Missy non ha trovato il progetto “particolarmente terapeutico”, infatti qualche volta ha esacerbato la sua depressione o mania.

“Il momento peggiore è arrivato quando ho finito il progetto e sono finita in ospedale esausta sia dal punto di vista emotivo che fisico.” Missy è poi ritornata a prendere la sua terapia.

“È stata una cosa sensata da fare” dice Missy dalla sua casa a Seattle.

Missy afferma che la terapia psichiatrica le permette di avere lunghi periodi di stabilità, ma sperimenta ancora qualche sintomo di depressione e ipomania.

Dal percorso di Missy sono nati due libri: L’Estetica del Disturbo Mentale: 2:365 (The Aesthetic of Mental Disorder: 2:365), Bipolare e Oltre (Bipolar and Beyond) che saranno disponibili da marzo.

Per sua piacevole sorpresa, Missy è diventata un mentore.

“Ho ricevuto mail e lettere da gente con il disturbo bipolare da tutto il mondo. Le persone mi hanno detto che li ho aiutati a imparare a essere più aperti riguardo quello che hanno, e che le arti creative possono aiutarli.”

Sono chiamate “arti curative” per una ragione

Per quelli di noi che hanno difficoltà a disegnare una linea dritta, è importante ricordare che non c’è bisogno di essere artisti per beneficiare dei poteri curativi del processo creativo.

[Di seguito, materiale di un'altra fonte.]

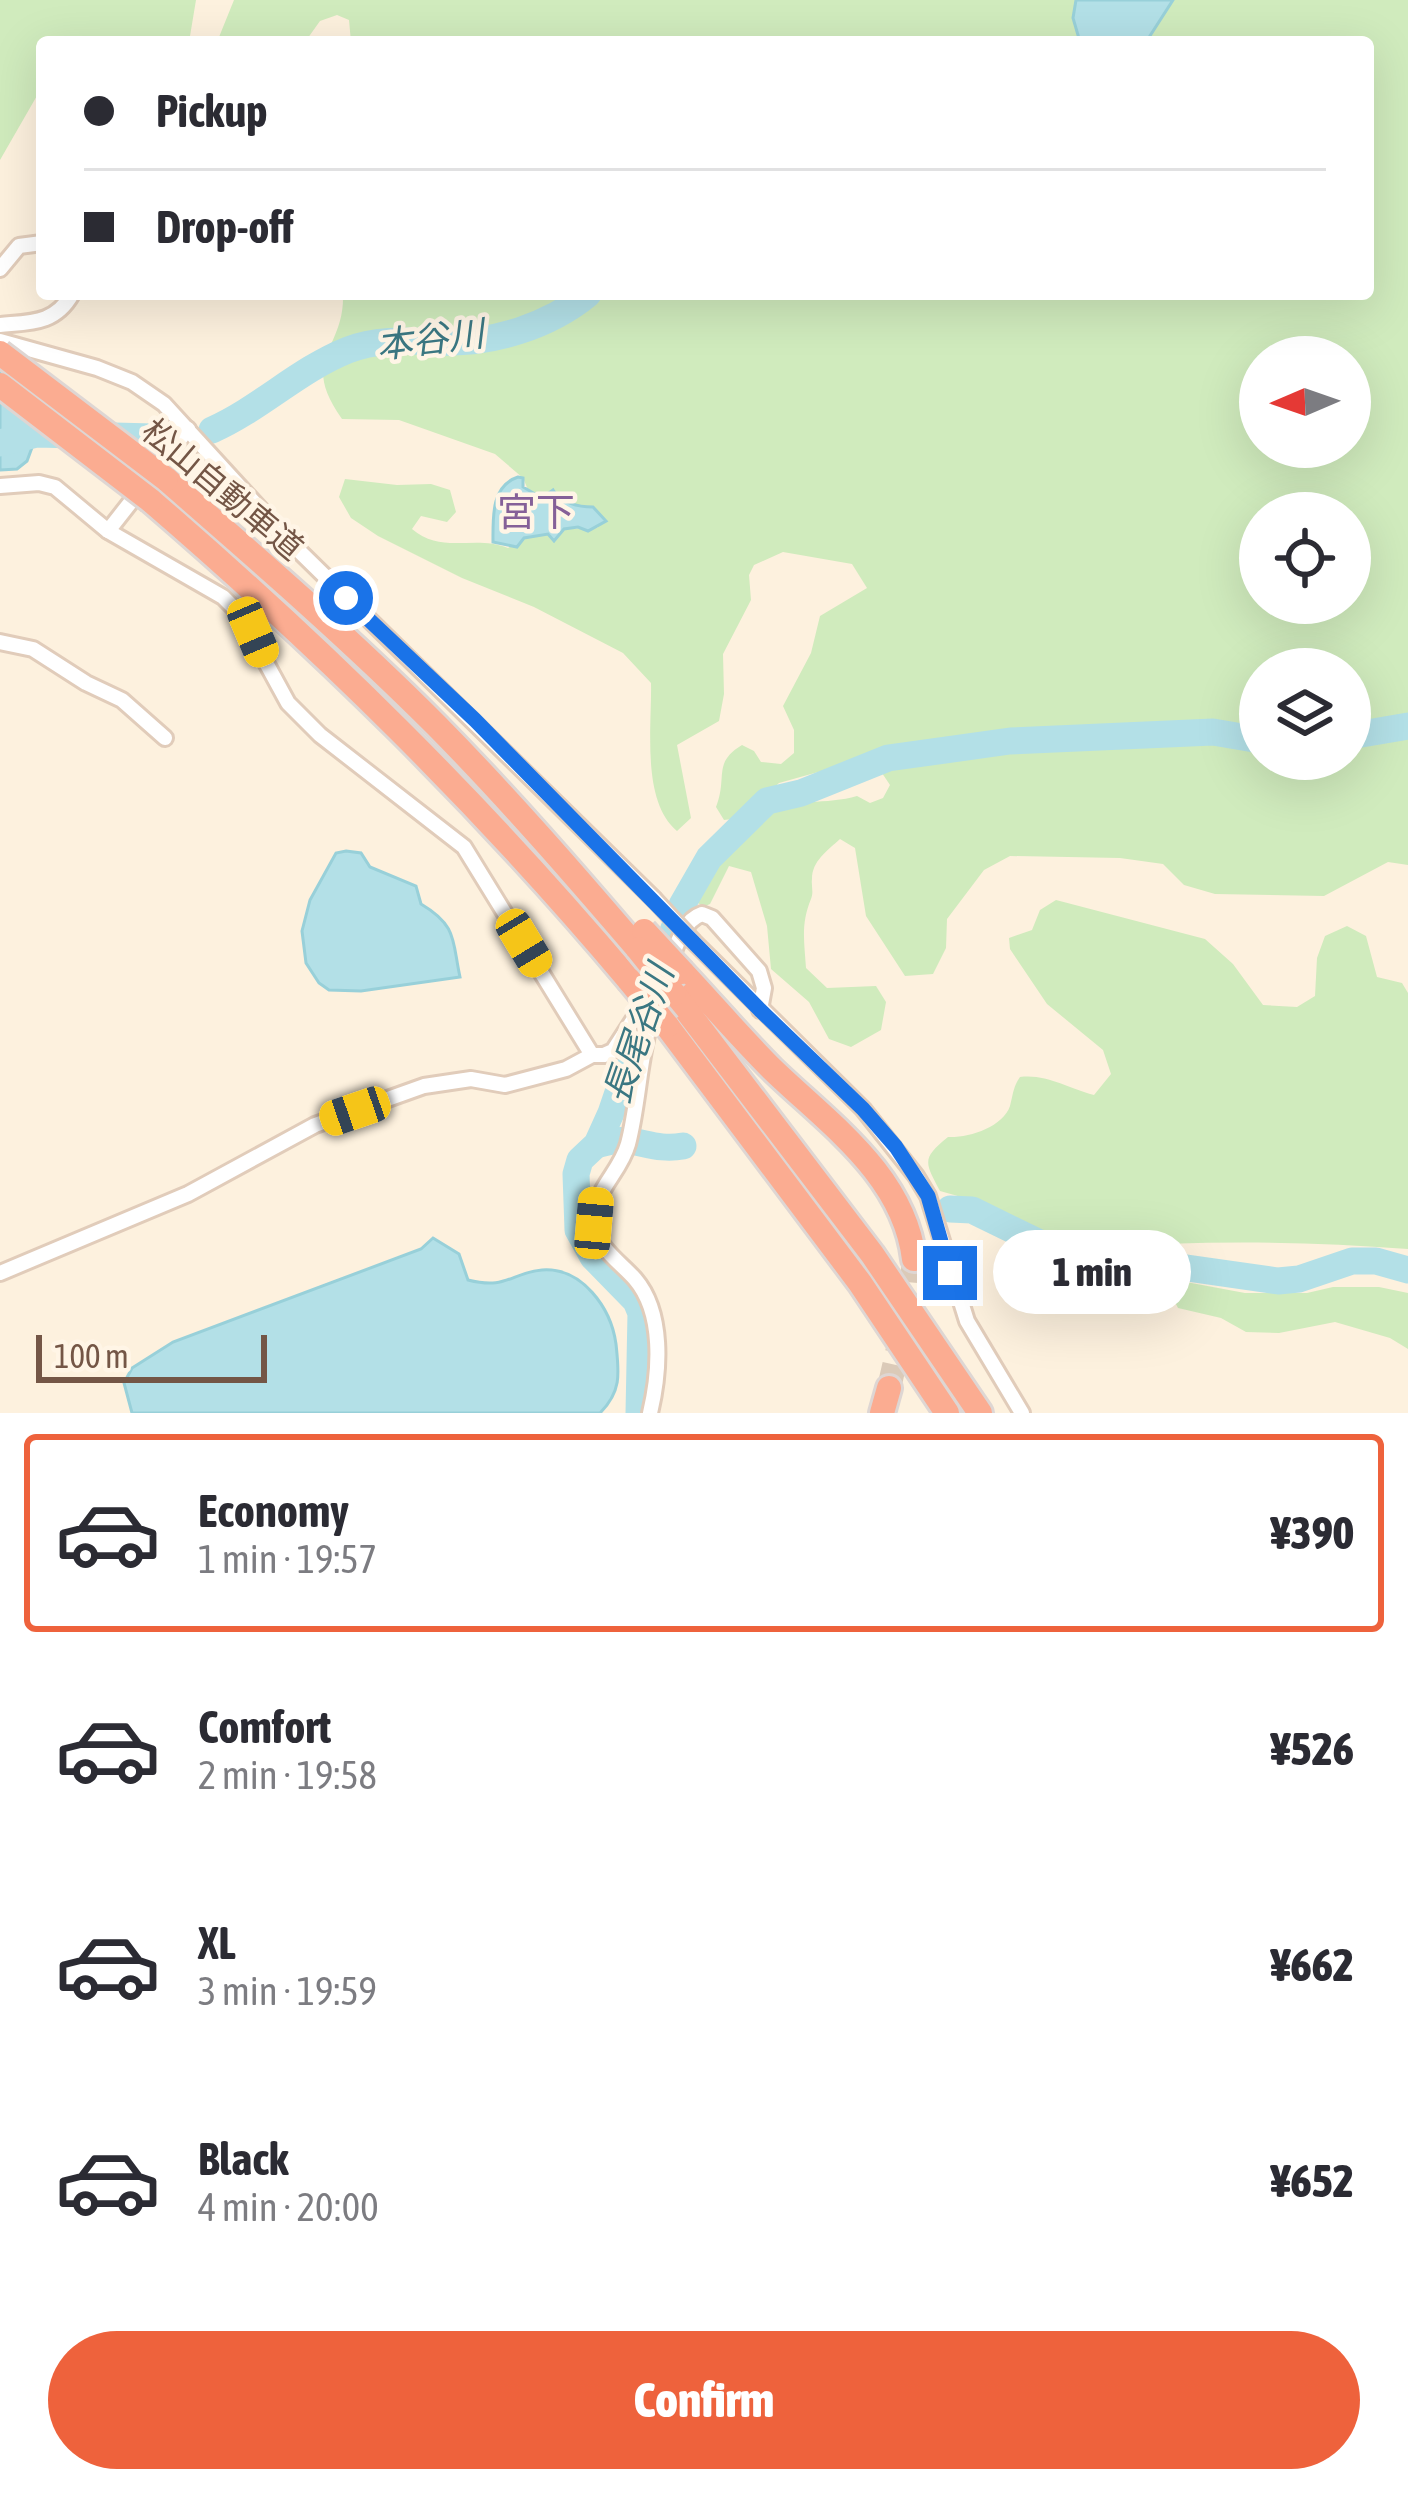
<!DOCTYPE html>
<meta charset="utf-8">
<style>
:root{--surface:#fff;--page:#f2f2f3;--text:#2b2b33;--muted:#7c7c81;--line:#e1e1e2;--accent:#ee623c}
body{margin:0;font-family:"Asap Condensed","Noto Sans JP",sans-serif;background:var(--page);color:var(--text);height:100vh;display:flex;flex-direction:column;font-size:45px;white-space:nowrap}
*{box-sizing:border-box;margin:0}
p{font-size:39px;color:var(--muted)}
.icon{flex:none;width:66px;height:66px;fill:none;stroke:currentColor;stroke-width:2;stroke-linecap:round;stroke-linejoin:round}
.map{position:relative;height:1413px;overflow:hidden}
.panel{display:flex;flex-direction:column;background:var(--surface);flex:1}
.panel>*{flex:none}
.banner{position:absolute;left:36px;top:36px;width:1338px;height:264px;border-radius:12px;box-shadow:0 12px 48px #0002;display:grid;align-content:center;height:264px;padding:0 48px;background:var(--surface)}
.needle{width:78px;rotate:268deg}
.fabs{position:absolute;left:1239px;top:336px;display:grid;gap:24px}
.fabs a{display:grid;place-items:center;width:132px;height:132px;border-radius:50%;background:var(--surface);box-shadow:0 12px 48px #0002;font-size:60px}
.scale{position:absolute;left:36px;bottom:30px;width:231px;box-sizing:border-box;padding-left:12px;border:6px solid #745646;border-top:0;font-size:33px;line-height:42px;white-space:nowrap;color:#745646;-webkit-text-stroke:9px #fff5e6;paint-order:stroke}
.end{position:absolute;width:54px;height:54px;margin:-27px;border:15px solid #1a73e8;background:#fff;box-shadow:0 0 0 6px #fff}
.from{border-radius:50%}
.bubble{position:absolute;height:84px;border-radius:42px;background:var(--surface);box-shadow:0 12px 48px #0002;font-size:39px;font-weight:800;line-height:84px;text-align:center}
.car{position:absolute;width:36px;height:72px;margin:-36px -18px;border-radius:15px;box-shadow:0 0 9px 3px #0007;background:linear-gradient(#f5c518 24%,#345 0 40%,#f5c518 0 76%,#345 0 86%,#f5c518 0)}
.banner b{display:flex;align-items:center;gap:42px;height:114px;font-size:45px}
.banner b+b{border-top:3px solid var(--line)}
.banner i{width:30px;height:30px;background:var(--text)}
ul{padding:21px 0 0;list-style:none}
li{display:flex;align-items:center;gap:36px;height:198px;margin:0 24px 18px;padding:0 24px;border:6px solid transparent;border-radius:12px}
li div{flex:1}
li b{display:block;font-size:45px}
li em{font-style:normal;font-weight:800}
li.active{border-color:var(--accent)}
li>.icon{width:108px;height:108px;stroke-width:1.5}
.cta{display:flex;gap:24px;margin-top:auto;padding:24px 48px}
.cta a{flex:1;height:138px;border-radius:72px;background:var(--accent);color:#fff;font-size:48px;font-weight:800;line-height:138px;text-align:center}
.map>svg:first-child{display:block}
</style>
<div class="map">
<svg width="1408" height="1413" viewBox="0 0 1408 1413">
<rect width="100%" height="100%" fill="#fdf1de"/>
<g fill="#d0ebbd" fill-rule="evenodd">
<polygon points="0,0 196,0 189,42 42,42 42,87 0,160"/>
<polygon points="234,0 1076,0 1073,18 1080,42 351,42 349,20 337,15 320,21 305,42 217,42"/>
<path d="M1173 0H1408V865L1388 862 1324 896 1215 894 1184 885 1163 864 1120 858 1010 856 984 870 947 919 946 948 933 974 905 976 866 916 855 848 840 839C827 851 812 861 812 879 811 886 814 892 811 899 801 923 804 940 806 968L827 988 876 986 886 1002 881 1030 851 1047 829 1039 809 1002 771 969 767 926 751 872 729 866 710 904 703 907 692 898C701 872 739 825 764 812 791 798 828 805 857 796L870 803 883 798 890 785 882 773 862 774 836 767 779 783 740 818 724 820 716 807C728 777 712 763 742 745L754 751 761 762 781 764 794 753V730L783 706 811 653 820 616 867 588 852 564 783 552 754 565 749 575 751 600 723 654 724 694 719 721 677 745 691 818 677 831C641 801 652 726 651 683L623 653 534 607 462 578 378 536 351 518 339 497 345 479 397 485 431 484 450 490 456 512 447 522 421 516 412 529C442 555 475 534 508 548L524 538 564 529 598 528 568 501 529 492 523 478 495 454 399 420 342 419C298 357 345 351 343 294H1368V42H1146ZM1260 357H1350V447H1260ZM1260 513H1350V603H1260ZM1260 669H1350V759H1260Z"/>
<path d="M1056 900 1205 939 1233 964 1263 1005 1297 1007 1315 996 1317 958 1325 936 1347 926 1366 936 1377 977 1402 983 1408 993V1249C1304 1241 1202 1240 1098 1248L1095 1279 1078 1291 1054 1278 1001 1231 979 1202 940 1191C925 1162 921 1159 948 1137 969 1138 1003 1127 1010 1106 1013 1095 1013 1087 1020 1077 1048 1074 1066 1088 1094 1095L1111 1074 1103 1050 1047 1004 1010 949 1009 938 1032 930 1040 910Z"/>
<polygon points="1186,1282 1245,1293 1307,1293 1333,1287 1379,1287 1408,1293 1408,1349 1390,1338 1335,1322 1279,1333 1246,1332 1221,1318 1178,1308 1172,1296"/>
</g>
<g fill="#b3e0e7" stroke="#98d0d9" stroke-width="3">
<polygon points="1076,0 1173,0 1146,42 1080,42 1073,18"/>
<polygon points="0,361 39,396 37,434 27,461 17,469 0,470"/>
<path d="M518 477 523 478V487L542 498 553 490C560 503 579 507 593 507L606 521 588 531 578 527 564 529 554 541 548 534 524 538 517 547 493 542C493 517 491 486 518 477Z"/>
<path d="M346 851 361 853 370 867 416 886 421 904C458 926 452 941 460 977L361 991 329 990 319 983 306 963 302 931 310 900 336 853Z"/>
<path d="M433 1238 459 1254 468 1280C507 1290 510 1273 542 1270 582 1267 611 1308 616 1344 619 1373 622 1391 600 1413H132L124 1383 132 1368 173 1342 421 1249Z"/>
</g>
<g fill="none" stroke-linecap="round" stroke-linejoin="round">
<g stroke="#b3e0e7" stroke-width="27">
<path d="M212 430C261 408 298 370 348 350 378 338 410 341 440 342 493 344 549 326 588 294"/>
<polyline points="0,443 37,434 153,437"/>
<polyline points="1350,736 1408,726"/>
<path d="M600 1144C633 1133 649 1152 683 1146"/>
<polyline points="950,1209 972,1210 1089,1267 1187,1268 1278,1281 1299,1279 1352,1261 1376,1261 1408,1270"/>
<polyline points="639,1413 641,1313 636,1301 593,1257 578,1230 576,1174 580,1160 597,1144 611,1113 682,905 709,858 767,801 801,793 888,758 1010,741 1213,732 1260,740"/>
</g>
<polyline stroke="#dbcab8" stroke-width="24" stroke-dasharray="24 12" stroke-linecap="butt" points="889,1388 911,1292 914,1259"/>
<g stroke="#e1ccba" stroke-width="20">
<g id="minor">
<polyline points="0,269 19,246 42,243"/>
<path d="M0 325C31 322 55 324 72 294"/>
<polyline points="0,341 97,368 132,382 164,404 294,546 654,899"/>
<polyline points="0,486 39,483 55,487 108,531 223,597 239,613 288,703 320,735 464,847 592,1055"/>
<polyline points="108,531 188,429"/>
<polyline points="0,642 33,649 86,683 122,700 165,738"/>
<polyline points="694,942 863,1109 916,1176 928,1196 967,1321 1022,1413"/>
<path d="M671 960C677 943 684 920 702 914L712 918 759 971 764 988 760 1010"/>
<polyline points="0,1273 188,1194 315,1125 424,1086 471,1079 505,1085 566,1069 592,1055 604,1055 613,1051 637,1014 651,1020"/>
<path d="M650 1413C660 1371 664 1313 635 1279 622 1264 598 1248 595 1228 590 1191 619 1176 628 1144 639 1102 639 1057 652 1016"/>
</g>
</g>
<g stroke="#ded6d3" stroke-width="30">
<g id="motorway">
<path d="M166 479C258 559 350 639 436 725 507 797 573 873 638 949"/>
<path d="M150 500C324 650 481 804 629 980"/>
<path d="M682 972C712 1004 741 1038 772 1069 829 1124 904 1175 914 1259"/>
<polyline points="674,994 872,1254 980,1413"/>
<polyline points="667,1026 860,1283 947,1413"/>
<polyline points="882,1413 889,1388"/>
</g>
</g>
<use href="#minor" stroke="#fff" stroke-width="14"/>
<use href="#motorway" stroke="#fbac91" stroke-width="24"/>
<g stroke="#e1ccba" stroke-width="20" stroke-linecap="butt">
<polyline id="minor-bridge" points="654,899 694,942"/>
</g>
<g stroke="#ded6d3" stroke-width="30" stroke-linecap="butt">
<g id="motorway-bridge">
<polyline points="0,353 166,479"/>
<polyline points="0,385 150,500"/>
<polyline points="644,931 682,972"/>
<polyline points="638,949 674,994"/>
<polyline points="629,980 667,1026"/>
</g>
</g>
<use href="#minor-bridge" stroke="#fff" stroke-width="14"/>
<use href="#motorway-bridge" stroke="#fbac91" stroke-width="24"/>
</g>
<g fill="none" stroke-linecap="round" stroke-linejoin="round">
<polyline stroke="#1a73e8" stroke-width="15" points="346,598 475,720 760,1010 863,1109 896,1147 928,1196 950,1273"/>
</g>
<g text-anchor="middle" stroke-width="9" stroke-linejoin="round" paint-order="stroke">
<g font-size="33" fill="#745646" stroke="#fff5e6">
<text transform="translate(223 489) rotate(40)" y="12">松山自動車道</text>
</g>
<g font-size="36" font-style="italic" fill="#3b7782" stroke="#fff5e6">
<text transform="translate(430 339) rotate(-7)" y="13">本谷川</text>
<text transform="translate(638 1034) rotate(-71)" y="13">長尾谷川</text>
</g>
<g font-size="39" fill="#856098" stroke="#fff5e6">
<text x="536" y="526">宮下</text>
</g>
</g>
</svg>
<div class="fabs">
<a><svg class="needle" viewBox="-14 -14 28 28"><path d="M0-13l5 13h-10z" fill="#e53935"/><path d="M0 13l5-13h-10z" fill="#7c7c81"/></svg></a>
<a><svg class="icon" aria-label="locate" viewBox="0 0 24 24"><circle cx="12" cy="12" r="6"/><path d="M12 2v4M12 18v4M2 12h4M18 12h4"/></svg></a>
<a><svg class="icon" aria-label="layers" viewBox="0 0 24 24"><path d="M12 4l9 5-9 5-9-5zM3 14l9 5 9-5"/></svg></a>
</div>
<div class="scale">100 m</div>
<i class="end from" style="left:346px;top:598px"></i>
<i class="end" style="left:950px;top:1273px"></i>
<div class="bubble" style="left:993px;top:1230px;width:198px">1 min</div>
<i class="car" style="left:253px;top:632px;rotate:157deg"></i>
<i class="car" style="left:524px;top:943px;rotate:149deg"></i>
<i class="car" style="left:355px;top:1111px;rotate:251deg"></i>
<i class="car" style="left:594px;top:1223px;rotate:5deg"></i>
<div class="banner">
<b><i class="from"></i>Pickup</b>
<b><i></i>Drop-off</b>
</div>
</div>
<section class="panel">
<ul>
<li class="active"><svg class="icon" aria-label="car" viewBox="0 0 24 24"><path d="M5 17H2v-5l4-1 3-4h7l3 4 3 1v5h-3M9 17h6M6 11h13"/><circle cx="7" cy="17" r="2"/><circle cx="17" cy="17" r="2"/></svg><div><b>Economy</b><p>1 min · 19:57</p></div><em>¥390</em></li>
<li><svg class="icon" aria-label="car" viewBox="0 0 24 24"><path d="M5 17H2v-5l4-1 3-4h7l3 4 3 1v5h-3M9 17h6M6 11h13"/><circle cx="7" cy="17" r="2"/><circle cx="17" cy="17" r="2"/></svg><div><b>Comfort</b><p>2 min · 19:58</p></div><em>¥526</em></li>
<li><svg class="icon" aria-label="car" viewBox="0 0 24 24"><path d="M5 17H2v-5l4-1 3-4h7l3 4 3 1v5h-3M9 17h6M6 11h13"/><circle cx="7" cy="17" r="2"/><circle cx="17" cy="17" r="2"/></svg><div><b>XL</b><p>3 min · 19:59</p></div><em>¥662</em></li>
<li><svg class="icon" aria-label="car" viewBox="0 0 24 24"><path d="M5 17H2v-5l4-1 3-4h7l3 4 3 1v5h-3M9 17h6M6 11h13"/><circle cx="7" cy="17" r="2"/><circle cx="17" cy="17" r="2"/></svg><div><b>Black</b><p>4 min · 20:00</p></div><em>¥652</em></li>
</ul>
<div class="cta"><a>Confirm</a></div>
</section>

“Fare arte è in sé e per sé” afferma Tally Tripp, direttrice del programma di art therapy alla George Washington University. I terapeuti, spesso formati sia in counseling in salute mentale che in arte, usano colori ad olio, pastelli, creta e altri mezzi per aiutare i clienti a “esplorare i propri sentimenti, risolvere conflitti emotivi, ridurre l’ansia, sviluppare abilità sociali, acquisire consapevolezza di sé stessi e aumentare l’autostima” secondo l’American Art Therapy Association, che si trova a Alexandria, in Virginia.

“L’atto di creare arte può scoprire molti sentimenti a cui una persona non può avere accesso in una normale conversazione.” Afferma Tripp, aggiungendo che il rilascio emotivo spesso rende più facile gestire lo stress.

In uno studio d’arte, dice la Tripp, succede qualcosa di magico: “Porti te stesso fuori da te stesso. Ti stai distraendo con qualcosa di piacevole. Stiamo per creare qualcosa.”

“Sin da subito stai facendo qualcosa per il tuo problema. Stai condividendo la tua arte. Ti senti più ascoltato”.